Пока не почувствовала, как он сильным толчком вошел в меня сзади, наматывая на руку мои мокрые волосы, дергая к себе, заставляя прогнуться, принять всего целиком, причиняя легкую боль, проникая так глубоко, что я прикусила губы до крови, сходя с ума от страсти. Сжимает грудь, играет сосками и рычит мне в ухо.

— Мало. Кричи еще. Давай. Маленькая… громко. Я все еще задыхаюсь — кричи. Дай мне дышать.

Я вгрызалась зубами в свое запястье, а он двигался быстро и беспощадно. Совсем не так, как в те первые разы, а теперь как-то по-настоящему… По-зверному. Он впивался в мои бедра, тянул к себе, прогибая меня назад, сжимая мое горло, погружая большой палец мне в рот, а я его исступленно сосала, закрывая глаза и сходя с ума от возбуждения. От этой прекрасной пошлости, которая слышна в шлепках тела друг о друга, в его стонах и моих. Поглаживает шершавыми пальцами твердый сосок, перекатывая, сжимая и вырывая из меня вопли агонии, растирает меня между ног, обрушивая дикие ласки шквалом, ураганом. Чувствительная, как оголенный нерв, болезненная после экстаза, и невыносимо каждое прикосновение… но он не останавливается, не дает увернуться, мучает, истязает, пока я снова не вою от оргазма, выгибаясь к нему назад, уворачиваясь от его рук, а он не выпускает… Это не кончается. Он берет меня везде — на полу, на постели.
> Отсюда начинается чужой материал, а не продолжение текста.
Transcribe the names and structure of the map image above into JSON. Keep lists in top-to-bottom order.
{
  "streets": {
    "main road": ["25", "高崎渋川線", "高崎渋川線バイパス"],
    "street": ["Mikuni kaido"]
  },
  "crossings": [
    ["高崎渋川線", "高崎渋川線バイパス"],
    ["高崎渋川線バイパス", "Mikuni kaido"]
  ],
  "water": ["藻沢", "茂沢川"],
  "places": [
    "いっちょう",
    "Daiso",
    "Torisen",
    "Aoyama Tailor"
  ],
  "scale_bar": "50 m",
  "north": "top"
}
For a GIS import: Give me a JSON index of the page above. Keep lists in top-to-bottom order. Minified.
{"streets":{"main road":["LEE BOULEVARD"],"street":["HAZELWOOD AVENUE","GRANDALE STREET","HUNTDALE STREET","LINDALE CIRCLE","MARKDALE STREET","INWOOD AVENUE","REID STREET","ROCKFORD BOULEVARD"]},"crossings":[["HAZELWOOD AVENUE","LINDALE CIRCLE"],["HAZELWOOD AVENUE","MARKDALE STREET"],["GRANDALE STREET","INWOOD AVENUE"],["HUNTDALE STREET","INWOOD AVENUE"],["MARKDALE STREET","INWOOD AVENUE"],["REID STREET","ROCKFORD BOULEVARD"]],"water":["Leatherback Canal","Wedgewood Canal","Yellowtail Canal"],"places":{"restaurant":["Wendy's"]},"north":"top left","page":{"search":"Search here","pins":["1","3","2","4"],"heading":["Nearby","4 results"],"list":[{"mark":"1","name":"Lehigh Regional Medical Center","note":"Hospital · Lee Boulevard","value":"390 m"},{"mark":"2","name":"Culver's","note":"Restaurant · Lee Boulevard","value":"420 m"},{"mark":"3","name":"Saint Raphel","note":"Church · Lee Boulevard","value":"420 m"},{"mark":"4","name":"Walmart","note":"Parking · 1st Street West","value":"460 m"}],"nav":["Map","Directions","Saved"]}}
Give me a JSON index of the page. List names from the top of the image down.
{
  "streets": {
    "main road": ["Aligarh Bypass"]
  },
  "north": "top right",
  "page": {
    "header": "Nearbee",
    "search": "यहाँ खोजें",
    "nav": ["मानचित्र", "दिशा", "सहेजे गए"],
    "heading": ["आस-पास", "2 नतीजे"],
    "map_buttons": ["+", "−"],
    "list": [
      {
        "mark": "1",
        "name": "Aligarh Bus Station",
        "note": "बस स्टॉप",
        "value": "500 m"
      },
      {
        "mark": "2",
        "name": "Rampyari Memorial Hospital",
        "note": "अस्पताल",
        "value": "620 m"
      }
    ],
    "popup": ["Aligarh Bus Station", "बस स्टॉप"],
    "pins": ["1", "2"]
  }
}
Вертит, как тряпичной куклой. То опрокидывая навзничь, то врывается сзади, уложив меня на бок, приподняв ногу под коленом и, закрывая мне рот ладонью, чтобы не орала громче бушующей за окном стихии… Я уже не знаю… сколько раз кончила, и бывает ли так? Да и что я вообще знала до него? Мне было больно от наслаждения, и каждый оргазм похож на острую и изощренную пытку. Истекаю потом и влагой, обессиленная, дрожащая… полумервая, в синяках и засосах, со спутанными волосами и саднящей промежностью, с искусанными сосками и опухшими губами. Он снова трогает кончиками пальцев, а меня подбрасывает, как от ударов тока. Кажется, я даже умоляла остановиться… кажется, я ругалась матом и слышала его хриплый мат в ответ… Грязно и так прекрасно. Кажется, я разодрала ему спину и рвала его волосы… а ему было плевать… он знал, чего я хочу лучше меня самой… он чувствовал это в конвульсиях моего тела от каждого оргазма, и он трахал меня, как взбесившееся животное, пока мы оба не уснули голые поперек постели… Я просто отключилась.